TASK DIRECTIONS
Gather all lines in the data that hold the string "oneway".

SOURCE DATA
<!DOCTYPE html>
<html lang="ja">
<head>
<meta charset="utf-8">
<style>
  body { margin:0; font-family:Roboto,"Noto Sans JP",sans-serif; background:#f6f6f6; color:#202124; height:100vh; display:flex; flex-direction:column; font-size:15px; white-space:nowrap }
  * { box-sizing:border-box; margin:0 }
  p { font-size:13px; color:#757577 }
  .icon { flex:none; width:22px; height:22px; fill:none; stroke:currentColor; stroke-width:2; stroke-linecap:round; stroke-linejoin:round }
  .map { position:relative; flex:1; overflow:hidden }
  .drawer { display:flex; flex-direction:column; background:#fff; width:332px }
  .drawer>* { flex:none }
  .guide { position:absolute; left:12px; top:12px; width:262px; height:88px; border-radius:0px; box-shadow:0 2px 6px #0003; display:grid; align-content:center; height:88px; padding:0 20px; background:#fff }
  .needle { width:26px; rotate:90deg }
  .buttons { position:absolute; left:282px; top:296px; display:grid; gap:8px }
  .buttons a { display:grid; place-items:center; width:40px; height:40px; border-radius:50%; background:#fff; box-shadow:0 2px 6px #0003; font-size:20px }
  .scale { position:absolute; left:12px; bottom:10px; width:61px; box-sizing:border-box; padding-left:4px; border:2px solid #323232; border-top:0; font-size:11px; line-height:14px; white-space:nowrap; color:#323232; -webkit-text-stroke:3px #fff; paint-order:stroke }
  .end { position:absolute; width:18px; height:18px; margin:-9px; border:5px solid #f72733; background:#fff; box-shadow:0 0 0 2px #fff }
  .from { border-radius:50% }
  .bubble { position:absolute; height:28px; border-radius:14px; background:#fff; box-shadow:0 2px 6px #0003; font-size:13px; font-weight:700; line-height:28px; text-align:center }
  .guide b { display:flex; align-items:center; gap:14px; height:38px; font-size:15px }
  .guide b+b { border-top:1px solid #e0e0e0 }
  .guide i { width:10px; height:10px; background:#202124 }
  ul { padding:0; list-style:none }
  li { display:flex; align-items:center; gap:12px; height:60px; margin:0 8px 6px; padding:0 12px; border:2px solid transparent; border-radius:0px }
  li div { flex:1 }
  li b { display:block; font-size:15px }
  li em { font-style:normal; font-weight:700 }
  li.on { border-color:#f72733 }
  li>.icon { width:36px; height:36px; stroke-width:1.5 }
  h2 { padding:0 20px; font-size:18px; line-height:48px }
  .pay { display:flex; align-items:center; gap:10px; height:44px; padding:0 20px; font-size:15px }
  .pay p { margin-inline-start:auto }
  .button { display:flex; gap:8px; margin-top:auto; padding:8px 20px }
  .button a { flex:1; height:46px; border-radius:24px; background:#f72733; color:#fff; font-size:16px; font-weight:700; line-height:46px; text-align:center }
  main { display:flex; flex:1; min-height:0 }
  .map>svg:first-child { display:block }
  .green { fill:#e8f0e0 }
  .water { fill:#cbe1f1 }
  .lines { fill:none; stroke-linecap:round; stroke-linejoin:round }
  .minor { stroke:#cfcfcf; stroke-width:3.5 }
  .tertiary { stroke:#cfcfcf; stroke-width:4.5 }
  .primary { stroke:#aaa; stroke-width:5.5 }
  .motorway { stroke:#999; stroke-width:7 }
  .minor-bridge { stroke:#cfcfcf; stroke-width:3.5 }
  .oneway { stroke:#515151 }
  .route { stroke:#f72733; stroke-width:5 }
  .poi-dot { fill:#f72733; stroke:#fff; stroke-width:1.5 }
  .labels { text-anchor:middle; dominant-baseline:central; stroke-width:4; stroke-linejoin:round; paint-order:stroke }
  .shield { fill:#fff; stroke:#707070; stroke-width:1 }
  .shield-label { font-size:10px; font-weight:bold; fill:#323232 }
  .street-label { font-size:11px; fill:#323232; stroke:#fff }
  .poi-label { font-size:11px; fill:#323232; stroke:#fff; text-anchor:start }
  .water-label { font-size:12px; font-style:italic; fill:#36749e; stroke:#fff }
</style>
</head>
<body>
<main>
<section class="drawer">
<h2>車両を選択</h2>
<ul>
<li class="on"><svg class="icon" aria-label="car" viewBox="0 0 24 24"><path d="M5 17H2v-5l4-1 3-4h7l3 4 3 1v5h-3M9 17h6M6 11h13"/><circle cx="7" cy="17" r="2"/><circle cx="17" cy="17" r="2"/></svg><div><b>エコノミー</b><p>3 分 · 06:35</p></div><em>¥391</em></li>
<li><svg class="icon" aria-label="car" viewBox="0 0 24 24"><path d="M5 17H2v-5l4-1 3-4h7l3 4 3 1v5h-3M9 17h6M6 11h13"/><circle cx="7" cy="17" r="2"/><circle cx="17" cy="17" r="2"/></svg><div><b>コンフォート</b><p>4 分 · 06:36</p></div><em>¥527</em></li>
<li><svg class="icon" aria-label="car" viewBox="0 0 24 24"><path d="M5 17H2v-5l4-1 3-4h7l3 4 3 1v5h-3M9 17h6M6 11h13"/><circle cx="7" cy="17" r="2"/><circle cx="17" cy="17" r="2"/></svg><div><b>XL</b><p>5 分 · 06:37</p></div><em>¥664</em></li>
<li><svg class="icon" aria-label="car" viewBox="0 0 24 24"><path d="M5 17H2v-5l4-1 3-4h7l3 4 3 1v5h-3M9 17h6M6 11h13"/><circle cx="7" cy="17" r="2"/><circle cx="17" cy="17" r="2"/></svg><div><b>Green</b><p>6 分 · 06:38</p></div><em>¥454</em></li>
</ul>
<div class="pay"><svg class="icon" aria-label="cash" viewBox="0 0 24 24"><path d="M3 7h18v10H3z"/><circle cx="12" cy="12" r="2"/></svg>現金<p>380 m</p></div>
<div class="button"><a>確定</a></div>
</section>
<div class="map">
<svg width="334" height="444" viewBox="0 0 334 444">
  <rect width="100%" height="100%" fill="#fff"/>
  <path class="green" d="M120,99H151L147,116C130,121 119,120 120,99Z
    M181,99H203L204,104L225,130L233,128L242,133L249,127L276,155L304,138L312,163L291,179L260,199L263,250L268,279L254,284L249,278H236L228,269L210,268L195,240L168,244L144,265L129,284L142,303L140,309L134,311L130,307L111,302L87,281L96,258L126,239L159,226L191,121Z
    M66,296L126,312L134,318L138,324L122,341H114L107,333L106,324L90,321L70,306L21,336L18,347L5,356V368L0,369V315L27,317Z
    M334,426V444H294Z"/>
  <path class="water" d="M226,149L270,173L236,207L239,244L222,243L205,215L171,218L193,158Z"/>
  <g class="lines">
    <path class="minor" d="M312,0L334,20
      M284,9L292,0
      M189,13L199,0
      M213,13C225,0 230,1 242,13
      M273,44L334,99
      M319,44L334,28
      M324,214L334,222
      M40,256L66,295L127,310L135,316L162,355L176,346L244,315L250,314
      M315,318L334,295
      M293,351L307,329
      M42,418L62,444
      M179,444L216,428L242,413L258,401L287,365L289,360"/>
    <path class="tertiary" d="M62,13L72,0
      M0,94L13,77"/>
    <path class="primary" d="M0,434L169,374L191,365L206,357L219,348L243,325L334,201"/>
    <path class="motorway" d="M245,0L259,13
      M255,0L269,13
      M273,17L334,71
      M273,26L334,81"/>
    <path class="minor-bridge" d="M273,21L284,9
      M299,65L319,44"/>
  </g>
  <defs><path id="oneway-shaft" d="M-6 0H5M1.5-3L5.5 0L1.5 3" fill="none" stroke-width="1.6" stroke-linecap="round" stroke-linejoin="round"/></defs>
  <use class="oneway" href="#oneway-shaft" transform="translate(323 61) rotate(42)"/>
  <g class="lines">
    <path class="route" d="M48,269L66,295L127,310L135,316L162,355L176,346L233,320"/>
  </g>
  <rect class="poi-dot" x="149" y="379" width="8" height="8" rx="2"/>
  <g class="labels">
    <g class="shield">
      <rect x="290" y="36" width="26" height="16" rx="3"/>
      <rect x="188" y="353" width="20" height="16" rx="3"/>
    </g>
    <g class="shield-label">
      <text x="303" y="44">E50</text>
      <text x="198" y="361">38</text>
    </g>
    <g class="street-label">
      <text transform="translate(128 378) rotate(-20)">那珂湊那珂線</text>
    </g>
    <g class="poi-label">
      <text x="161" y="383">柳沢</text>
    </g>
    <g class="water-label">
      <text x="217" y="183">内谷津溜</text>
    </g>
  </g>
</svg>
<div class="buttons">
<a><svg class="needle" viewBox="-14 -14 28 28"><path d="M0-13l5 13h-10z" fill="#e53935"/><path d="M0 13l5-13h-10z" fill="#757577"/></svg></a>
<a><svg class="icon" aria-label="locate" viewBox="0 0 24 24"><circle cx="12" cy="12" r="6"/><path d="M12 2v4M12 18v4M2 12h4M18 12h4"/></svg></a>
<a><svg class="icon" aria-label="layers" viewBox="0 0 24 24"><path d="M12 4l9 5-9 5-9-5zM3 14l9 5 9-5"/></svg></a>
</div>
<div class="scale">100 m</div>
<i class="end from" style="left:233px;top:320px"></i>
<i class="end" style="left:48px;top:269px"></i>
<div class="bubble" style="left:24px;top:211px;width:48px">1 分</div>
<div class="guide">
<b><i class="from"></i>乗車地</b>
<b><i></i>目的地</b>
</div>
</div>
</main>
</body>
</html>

RESPONSE TO THIS EXERCISE
  .oneway { stroke:#515151 }
  <defs><path id="oneway-shaft" d="M-6 0H5M1.5-3L5.5 0L1.5 3" fill="none" stroke-width="1.6" stroke-linecap="round" stroke-linejoin="round"/></defs>
  <use class="oneway" href="#oneway-shaft" transform="translate(323 61) rotate(42)"/>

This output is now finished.